Chris Webb's BI Blog

Analysis Services, MDX, PowerPivot, DAX and anything BI-related

Archive for the ‘Google’ Category

Another Look At Google BigQuery

with 11 comments

About a year ago I wrote a post looking at Google BigQuery which finished on a bum note when I ran into a limitation with the size of tables that could be used in a join. Recently I found out that that particular limitation had been lifted with the introduction of the new JOIN EACH operator, and since my account was still active and the data was still uploaded, I thought I’d see if my query could be made to run.

Just as a bit of background (if you can’t be bothered to read my previous post): the query runs on a sample data set originally created by Vertica (see here) that consists of a 1.2GB csv file with two integer columns and 86,220,856 rows. The rows represent the edges in a social network, and the aim of the query is to find the number of triangles – the number of cases where person A is connected to person B, B is connected to C and A is also connected to C. The query joins this large table to itself not once, but twice.

Anyway, to cut a long story short the query did work this time. Here’s the new version, rewritten to use JOIN EACH:

select count(*)
from
(select
e2.Source as e2Source, e2.Destination as e2Destination,
e3.Source as e3Source, e3.Destination as e3Destination
from
(select * from [Edges.EdgesFull]) as e2
join each
(select * from [Edges.EdgesFull]) as e3
on e2.destination = e3.source
where e2.source < e3.source) as e4
join each
(select * from [Edges.EdgesFull]) as e1
on e1.destination = e4.e2source
and e4.e3destination = e1.source
where e1.source < e4.e2source

Here’s the evidence:

image

It took 98.7 seconds to run, which I think is pretty good. Some remarks:

  • I’m not 100% sure this is the correct result, but I’m fairly confident.
  • I’m a long way from being 100% sure this is the most efficient way to write the query.
  • When the original Vertica blog post came out it sparked a p*ssing contest between vendors who wanted to to show they could do better than Vertica. You can see an example of other people’s results here; clearly other platforms could do a lot better, and remember these results are two years old.
  • Obviously you can’t judge the performance of a database on one query.

That’s all. My mind is now at rest, and I’ll go back to being a Microsoft fanboy tomorrow.

Written by Chris Webb

July 5, 2013 at 12:00 pm

Posted in Google

Tagged with

A Look At Google BigQuery

with 6 comments

Over the years I’ve written quite a few posts about Google’s BI capabilities. Google never seems to get mentioned much as a BI tools vendor but to me it’s clear that it’s doing a lot in this area and is consciously building up its capabilities; you only need to look at things like Fusion Tables (check out these recently-added features), Google Refine and of course Google Docs to see that it’s pursuing a self-service, information-worker-led vision of BI that’s very similar to the one that Microsoft is pursuing with PowerPivot and Data Explorer.

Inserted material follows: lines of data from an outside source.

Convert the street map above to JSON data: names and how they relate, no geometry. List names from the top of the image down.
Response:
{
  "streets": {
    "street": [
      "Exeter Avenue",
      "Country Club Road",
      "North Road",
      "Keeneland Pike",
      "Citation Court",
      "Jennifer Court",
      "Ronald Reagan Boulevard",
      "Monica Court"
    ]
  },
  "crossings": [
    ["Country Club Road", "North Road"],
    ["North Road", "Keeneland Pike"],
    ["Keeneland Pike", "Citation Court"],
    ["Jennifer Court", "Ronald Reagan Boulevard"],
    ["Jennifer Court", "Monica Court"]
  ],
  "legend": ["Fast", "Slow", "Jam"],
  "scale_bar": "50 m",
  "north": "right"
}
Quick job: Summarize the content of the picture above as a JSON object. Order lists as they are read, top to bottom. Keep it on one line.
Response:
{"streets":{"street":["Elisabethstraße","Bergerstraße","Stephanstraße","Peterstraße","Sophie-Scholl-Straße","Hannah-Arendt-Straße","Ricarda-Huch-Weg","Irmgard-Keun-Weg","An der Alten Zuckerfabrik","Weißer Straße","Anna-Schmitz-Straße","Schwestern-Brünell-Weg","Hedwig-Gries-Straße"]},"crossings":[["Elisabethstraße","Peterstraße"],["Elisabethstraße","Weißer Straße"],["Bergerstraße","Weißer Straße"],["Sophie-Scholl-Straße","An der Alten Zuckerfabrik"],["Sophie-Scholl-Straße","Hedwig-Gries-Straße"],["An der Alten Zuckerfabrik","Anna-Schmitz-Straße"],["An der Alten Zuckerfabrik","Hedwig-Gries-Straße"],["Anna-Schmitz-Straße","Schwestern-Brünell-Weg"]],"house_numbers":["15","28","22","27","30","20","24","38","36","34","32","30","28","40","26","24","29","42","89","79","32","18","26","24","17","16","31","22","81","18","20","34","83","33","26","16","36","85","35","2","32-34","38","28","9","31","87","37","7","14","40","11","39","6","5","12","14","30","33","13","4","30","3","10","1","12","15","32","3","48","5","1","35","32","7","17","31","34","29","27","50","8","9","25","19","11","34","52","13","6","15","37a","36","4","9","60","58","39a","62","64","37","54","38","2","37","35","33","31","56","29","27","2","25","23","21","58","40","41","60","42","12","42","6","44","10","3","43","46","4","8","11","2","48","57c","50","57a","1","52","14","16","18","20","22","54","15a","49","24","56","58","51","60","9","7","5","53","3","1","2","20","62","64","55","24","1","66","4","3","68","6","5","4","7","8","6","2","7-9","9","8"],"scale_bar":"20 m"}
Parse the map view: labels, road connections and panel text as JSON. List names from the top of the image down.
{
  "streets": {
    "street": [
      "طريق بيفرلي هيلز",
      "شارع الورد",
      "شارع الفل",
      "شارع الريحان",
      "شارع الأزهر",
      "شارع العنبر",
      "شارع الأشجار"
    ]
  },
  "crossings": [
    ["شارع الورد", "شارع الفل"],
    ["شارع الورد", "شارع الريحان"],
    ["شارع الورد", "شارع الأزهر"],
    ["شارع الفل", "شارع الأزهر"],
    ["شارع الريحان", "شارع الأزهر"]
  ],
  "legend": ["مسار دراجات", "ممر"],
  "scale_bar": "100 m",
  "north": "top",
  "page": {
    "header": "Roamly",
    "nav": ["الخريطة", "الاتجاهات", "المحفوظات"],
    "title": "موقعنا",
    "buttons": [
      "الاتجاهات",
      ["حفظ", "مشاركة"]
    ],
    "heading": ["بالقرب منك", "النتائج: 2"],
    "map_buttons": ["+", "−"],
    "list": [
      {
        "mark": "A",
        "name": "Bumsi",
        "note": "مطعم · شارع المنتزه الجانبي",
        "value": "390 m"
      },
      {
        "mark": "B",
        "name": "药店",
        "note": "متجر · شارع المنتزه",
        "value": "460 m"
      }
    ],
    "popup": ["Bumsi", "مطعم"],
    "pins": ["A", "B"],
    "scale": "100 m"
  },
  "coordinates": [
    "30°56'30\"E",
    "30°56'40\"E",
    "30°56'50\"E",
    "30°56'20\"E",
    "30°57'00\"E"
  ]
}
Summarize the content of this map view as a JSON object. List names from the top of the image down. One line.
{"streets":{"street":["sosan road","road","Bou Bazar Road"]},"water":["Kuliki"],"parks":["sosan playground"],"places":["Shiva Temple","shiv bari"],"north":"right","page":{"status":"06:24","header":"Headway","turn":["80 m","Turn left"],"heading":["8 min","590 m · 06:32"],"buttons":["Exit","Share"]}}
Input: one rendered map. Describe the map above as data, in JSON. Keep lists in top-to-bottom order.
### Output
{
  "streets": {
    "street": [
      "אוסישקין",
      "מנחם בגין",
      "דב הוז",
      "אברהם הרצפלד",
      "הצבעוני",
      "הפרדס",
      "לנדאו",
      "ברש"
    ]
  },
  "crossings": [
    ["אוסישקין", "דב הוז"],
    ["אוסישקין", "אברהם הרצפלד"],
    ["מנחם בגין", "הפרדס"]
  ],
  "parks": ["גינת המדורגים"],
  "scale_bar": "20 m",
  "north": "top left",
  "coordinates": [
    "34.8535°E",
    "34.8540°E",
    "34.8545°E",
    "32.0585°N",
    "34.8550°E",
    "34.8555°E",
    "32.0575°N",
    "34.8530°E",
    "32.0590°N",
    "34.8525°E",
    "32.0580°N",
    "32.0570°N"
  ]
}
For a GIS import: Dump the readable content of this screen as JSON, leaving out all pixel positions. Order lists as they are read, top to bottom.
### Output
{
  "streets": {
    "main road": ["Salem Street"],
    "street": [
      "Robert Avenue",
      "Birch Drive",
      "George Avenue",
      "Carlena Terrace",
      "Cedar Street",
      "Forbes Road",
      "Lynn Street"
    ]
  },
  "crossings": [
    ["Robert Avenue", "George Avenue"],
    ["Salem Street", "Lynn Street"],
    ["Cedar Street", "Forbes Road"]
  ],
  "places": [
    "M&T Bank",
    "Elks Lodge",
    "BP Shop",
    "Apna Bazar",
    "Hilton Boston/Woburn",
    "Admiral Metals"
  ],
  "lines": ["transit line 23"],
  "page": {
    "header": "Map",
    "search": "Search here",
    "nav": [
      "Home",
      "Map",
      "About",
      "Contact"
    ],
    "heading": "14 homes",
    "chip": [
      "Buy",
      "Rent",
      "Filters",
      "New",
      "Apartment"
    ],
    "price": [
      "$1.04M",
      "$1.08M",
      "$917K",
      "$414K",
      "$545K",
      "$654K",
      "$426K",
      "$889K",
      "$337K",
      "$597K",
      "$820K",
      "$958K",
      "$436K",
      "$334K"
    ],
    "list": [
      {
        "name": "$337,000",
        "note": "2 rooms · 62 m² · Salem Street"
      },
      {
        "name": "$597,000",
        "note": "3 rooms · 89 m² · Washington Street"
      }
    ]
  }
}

Earlier this month Google announced the launch of BigQuery and I decided to take a look. Why would a Microsoft BI loyalist like me want to do this, you ask? Well, there are a number of reasons:

  • It looked like fun.
  • It’s actually described by Google themselves as an OLAP system here. I don’t agree with this classification – I think it’s better to describe it as an analytical database – but it was enough to make an old OLAP-fan like me curious. It’s also a column-store database. While it’s hardly a complete BI solution in itself it could easily be used as the back-end for one and I believe the French BI vendor BIME already support it as a data source.
  • I’ve argued in the past the only reason that anyone would want to do cloud-based BI would be to scale way beyond whatever on premises hardware they could afford, and Google does make some impressive claims for its scalability: it should be able to provide quick response times for queries on terabytes of data. After all, if I can handle hundreds of millions of rows of data in PowerPivot on my laptop then I’m only going to be tempted to use a cloud-based solution if I need to work with much larger data volumes.
  • It’s based on Dremel, and I’ve heard that one of the developers that works on Dremel is someone we used to know well in the world of Microsoft BI.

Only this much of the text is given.